Das höfliche Deutsch heißt auf gut Österreichisch also nur:
Das sagen wir nicht.
So auch bei einer Recherche für profil vor über zehn Jahren: Das österreichische Parlament verweigerte damals die Auskunft, welche Abgeordneten des Nationalrats bisher von dessen Immuniätsausschuss der Staatsanwaltschaft zur Verfolgung freigegeben wurden. Sprich: Wer selbst als Volksvertreter:in so sehr im Verdacht steht das Gesetz so sehr verletzt zu haben, dass seine Immunität als Parlamentarier:in einfach nicht mehr vor Ermittlungen der Justiz und einer etwaigen Strafe vor Gericht schützen sollte.
Ein Vorgang, der in Österreich ohnehin höchst selten vorkommt, wenn man ihn der Zahl der Korruptionsaffären und Machtmissbrauchsskandale gegenüberstellt, die in immer kürzeren Intervallen bei einigen Parteien (es sind immer wieder ähnliche) und ihren Politikern (meist Männer, darum ungegendert) so aufgedeckt werden.

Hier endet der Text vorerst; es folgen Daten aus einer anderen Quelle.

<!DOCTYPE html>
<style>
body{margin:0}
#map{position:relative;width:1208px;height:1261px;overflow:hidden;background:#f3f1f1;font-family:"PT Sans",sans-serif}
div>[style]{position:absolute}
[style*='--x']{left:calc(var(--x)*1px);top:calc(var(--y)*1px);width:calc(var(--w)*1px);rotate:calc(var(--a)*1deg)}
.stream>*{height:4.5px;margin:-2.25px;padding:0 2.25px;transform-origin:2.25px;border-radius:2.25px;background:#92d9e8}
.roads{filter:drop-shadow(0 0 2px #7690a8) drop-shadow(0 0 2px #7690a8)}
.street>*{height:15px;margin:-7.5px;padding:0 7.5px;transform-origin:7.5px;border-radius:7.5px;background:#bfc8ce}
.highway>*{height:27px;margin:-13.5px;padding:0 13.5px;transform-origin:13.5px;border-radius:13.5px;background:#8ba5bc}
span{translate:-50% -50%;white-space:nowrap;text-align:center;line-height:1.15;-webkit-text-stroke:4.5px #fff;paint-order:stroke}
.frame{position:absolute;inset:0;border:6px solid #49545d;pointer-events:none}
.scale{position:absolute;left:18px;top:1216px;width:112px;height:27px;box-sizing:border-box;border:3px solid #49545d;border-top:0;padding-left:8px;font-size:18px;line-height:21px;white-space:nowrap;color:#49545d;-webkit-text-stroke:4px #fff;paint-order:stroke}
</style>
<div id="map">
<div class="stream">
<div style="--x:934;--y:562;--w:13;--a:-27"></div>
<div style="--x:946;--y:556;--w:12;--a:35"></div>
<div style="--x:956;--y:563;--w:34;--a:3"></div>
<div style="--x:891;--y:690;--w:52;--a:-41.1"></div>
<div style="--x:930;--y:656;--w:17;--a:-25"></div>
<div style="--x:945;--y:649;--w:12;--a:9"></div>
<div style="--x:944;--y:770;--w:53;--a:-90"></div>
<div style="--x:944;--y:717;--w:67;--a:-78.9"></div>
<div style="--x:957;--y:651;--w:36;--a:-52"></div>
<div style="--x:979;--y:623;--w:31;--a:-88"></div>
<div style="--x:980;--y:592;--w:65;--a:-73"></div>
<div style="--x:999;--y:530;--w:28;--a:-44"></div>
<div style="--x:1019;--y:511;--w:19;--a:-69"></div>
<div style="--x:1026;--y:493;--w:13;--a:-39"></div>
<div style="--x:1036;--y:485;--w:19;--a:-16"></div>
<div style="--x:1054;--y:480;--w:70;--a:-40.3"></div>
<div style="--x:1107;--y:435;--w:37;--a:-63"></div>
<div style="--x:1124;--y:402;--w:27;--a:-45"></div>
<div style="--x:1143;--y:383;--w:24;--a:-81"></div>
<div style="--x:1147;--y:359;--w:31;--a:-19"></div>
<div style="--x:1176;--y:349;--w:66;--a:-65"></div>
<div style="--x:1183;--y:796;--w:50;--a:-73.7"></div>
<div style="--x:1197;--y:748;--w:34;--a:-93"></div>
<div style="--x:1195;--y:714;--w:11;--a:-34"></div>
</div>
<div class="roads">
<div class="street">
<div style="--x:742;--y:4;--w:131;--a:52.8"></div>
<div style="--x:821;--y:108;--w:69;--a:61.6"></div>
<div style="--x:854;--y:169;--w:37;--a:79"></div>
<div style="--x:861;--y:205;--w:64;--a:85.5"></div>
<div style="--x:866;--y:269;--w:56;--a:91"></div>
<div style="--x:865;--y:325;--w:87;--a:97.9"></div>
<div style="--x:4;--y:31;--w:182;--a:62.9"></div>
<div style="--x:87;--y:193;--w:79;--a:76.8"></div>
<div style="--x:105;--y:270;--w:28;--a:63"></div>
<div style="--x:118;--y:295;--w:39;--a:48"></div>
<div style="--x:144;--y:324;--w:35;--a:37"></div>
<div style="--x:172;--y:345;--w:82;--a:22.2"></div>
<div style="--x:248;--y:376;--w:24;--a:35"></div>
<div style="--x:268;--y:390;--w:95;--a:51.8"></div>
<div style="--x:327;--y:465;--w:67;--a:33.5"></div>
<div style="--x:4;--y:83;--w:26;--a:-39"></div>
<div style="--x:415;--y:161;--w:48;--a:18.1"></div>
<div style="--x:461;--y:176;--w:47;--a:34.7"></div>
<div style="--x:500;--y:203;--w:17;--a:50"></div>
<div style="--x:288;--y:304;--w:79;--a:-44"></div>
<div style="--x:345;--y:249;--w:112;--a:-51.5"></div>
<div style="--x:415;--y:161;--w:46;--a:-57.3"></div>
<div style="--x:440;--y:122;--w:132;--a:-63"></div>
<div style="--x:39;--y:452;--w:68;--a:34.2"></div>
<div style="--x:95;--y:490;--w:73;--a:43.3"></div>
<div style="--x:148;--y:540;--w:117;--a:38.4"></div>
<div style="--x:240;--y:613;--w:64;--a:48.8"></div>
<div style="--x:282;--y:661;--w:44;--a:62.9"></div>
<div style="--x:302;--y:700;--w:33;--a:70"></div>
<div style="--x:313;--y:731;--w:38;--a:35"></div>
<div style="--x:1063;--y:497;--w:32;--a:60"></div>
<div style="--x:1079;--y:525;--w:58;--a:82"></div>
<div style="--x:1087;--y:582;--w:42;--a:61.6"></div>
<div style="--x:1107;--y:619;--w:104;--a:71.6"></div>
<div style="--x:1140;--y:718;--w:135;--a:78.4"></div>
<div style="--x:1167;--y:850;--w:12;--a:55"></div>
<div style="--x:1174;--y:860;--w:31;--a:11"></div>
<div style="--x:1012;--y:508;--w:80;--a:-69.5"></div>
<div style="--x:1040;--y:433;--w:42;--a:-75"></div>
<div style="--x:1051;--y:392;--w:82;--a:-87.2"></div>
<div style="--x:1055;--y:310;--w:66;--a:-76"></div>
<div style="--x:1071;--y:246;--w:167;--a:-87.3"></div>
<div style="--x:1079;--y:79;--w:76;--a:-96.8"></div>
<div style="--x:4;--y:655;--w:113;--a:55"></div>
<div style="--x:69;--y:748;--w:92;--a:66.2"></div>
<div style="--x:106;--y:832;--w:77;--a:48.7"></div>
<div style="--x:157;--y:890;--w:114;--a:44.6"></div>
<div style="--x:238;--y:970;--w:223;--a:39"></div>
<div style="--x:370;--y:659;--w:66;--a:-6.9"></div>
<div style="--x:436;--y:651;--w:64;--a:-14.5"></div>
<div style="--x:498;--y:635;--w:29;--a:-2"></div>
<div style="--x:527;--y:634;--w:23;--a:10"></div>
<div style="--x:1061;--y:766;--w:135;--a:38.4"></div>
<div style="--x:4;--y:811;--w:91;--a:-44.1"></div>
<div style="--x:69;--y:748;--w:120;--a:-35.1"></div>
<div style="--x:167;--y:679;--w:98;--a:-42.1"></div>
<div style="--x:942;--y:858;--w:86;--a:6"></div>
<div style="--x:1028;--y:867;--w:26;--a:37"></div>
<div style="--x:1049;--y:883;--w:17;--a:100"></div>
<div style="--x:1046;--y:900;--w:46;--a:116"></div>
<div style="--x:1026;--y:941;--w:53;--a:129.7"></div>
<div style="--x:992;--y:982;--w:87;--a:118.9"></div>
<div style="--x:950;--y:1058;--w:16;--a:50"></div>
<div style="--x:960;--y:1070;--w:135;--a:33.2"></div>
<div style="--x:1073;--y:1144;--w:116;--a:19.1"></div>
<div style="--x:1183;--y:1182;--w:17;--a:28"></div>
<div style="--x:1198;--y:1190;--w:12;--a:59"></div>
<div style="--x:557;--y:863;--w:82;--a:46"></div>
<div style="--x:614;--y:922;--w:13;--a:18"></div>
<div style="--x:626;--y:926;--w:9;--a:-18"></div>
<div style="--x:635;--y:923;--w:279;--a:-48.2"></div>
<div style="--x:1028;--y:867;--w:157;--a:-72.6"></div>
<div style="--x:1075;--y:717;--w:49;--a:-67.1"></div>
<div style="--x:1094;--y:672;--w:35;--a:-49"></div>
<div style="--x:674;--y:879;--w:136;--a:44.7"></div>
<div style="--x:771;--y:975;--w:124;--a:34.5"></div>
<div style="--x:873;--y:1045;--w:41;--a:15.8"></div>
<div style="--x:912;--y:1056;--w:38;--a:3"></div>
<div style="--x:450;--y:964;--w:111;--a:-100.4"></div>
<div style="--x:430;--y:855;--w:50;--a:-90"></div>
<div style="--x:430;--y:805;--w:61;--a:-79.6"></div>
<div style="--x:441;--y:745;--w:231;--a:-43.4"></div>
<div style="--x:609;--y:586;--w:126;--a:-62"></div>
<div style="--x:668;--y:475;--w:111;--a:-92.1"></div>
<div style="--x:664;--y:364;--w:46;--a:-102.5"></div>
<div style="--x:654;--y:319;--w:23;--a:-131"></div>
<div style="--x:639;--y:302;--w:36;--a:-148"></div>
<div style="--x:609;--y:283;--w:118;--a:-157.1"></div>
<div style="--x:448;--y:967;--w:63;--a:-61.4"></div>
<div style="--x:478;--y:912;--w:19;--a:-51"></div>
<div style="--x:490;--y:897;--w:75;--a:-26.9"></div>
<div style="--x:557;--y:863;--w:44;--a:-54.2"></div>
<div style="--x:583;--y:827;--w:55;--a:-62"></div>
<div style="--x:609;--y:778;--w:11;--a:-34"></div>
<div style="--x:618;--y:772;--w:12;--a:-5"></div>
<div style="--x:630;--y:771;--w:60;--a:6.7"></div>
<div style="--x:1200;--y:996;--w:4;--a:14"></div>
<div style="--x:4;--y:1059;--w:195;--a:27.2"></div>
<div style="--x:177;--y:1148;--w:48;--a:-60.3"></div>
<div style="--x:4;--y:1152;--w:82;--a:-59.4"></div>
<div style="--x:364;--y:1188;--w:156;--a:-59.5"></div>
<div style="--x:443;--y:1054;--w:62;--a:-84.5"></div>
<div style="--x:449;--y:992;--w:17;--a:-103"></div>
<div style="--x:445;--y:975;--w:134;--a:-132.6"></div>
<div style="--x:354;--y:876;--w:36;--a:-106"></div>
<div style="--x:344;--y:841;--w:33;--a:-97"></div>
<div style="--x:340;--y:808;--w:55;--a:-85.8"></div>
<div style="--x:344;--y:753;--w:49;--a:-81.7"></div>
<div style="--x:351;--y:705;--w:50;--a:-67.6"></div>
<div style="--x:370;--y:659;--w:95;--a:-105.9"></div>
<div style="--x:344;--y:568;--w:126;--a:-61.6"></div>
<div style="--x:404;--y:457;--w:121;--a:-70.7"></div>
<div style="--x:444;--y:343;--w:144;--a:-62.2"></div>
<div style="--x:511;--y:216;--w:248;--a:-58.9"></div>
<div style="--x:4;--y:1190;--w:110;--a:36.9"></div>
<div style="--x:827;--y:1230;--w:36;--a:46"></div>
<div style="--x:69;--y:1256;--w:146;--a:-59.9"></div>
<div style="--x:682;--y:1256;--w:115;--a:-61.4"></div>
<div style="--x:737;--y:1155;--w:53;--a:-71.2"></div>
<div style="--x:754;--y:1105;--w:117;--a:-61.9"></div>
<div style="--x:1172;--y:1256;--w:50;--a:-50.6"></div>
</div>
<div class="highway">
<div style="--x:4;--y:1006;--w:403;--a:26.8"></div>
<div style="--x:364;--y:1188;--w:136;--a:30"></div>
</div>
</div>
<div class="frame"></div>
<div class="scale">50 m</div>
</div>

Das Argument des Beamten oder der Beamtin für die Weigerung auf Nachfrage: „Diese Information zu veröffentlichen würde die Würde des Hauses schädigen.“
Das Problem in Österreich? Es gibt kein Problem.
Man beachte das — in seiner Selbstverständlichkeit sich des Gesagten gar nicht bewusste seiende — Denken dieser österreichischen Hoheitsverwaltungslogik: Nicht der oder die Abgeordnete schädigt mit der etwaigen Begehung eines Verbrechens die Würde des Hohen Haues. Nein, der Journalist oder die Journalistin würde das tun — wenn er oder sie die Nachricht über einen Gesetzesbruch eines Gesetzesmachers den Bürgerinnen und Bürgern überbringt.
Mit Problemen in Österreich ist es ein wenig so, wie mit Schrödinger’s Katze: Jeder weiß, dass es sie in seinem Inneren gibt. Aber sie werden erst dann zu Solchen, wenn jemand wirklich mal den Deckel öffnet und reinsieht. Solange die Tür aber zu bleibt, ist alles gut in Österreich.
„First step in solving any problem, is recognizing there is one.“
— ACN-Anchorman Will McAvoy, „The Newsroom“ (S1E1)
In offeneren Gesellschaften ist das anders, selbst im gleichen Sprachraum: Wer beispielsweise in Deutschland auf ein Problem hinweist, gilt als der Erste, der zu dessen Lösung beiträgt. Wer in Österreich auf ein Problem hinweist, ist der Erste, der den Konsens gesellschaftlicher Gemütlichkeit durchbricht.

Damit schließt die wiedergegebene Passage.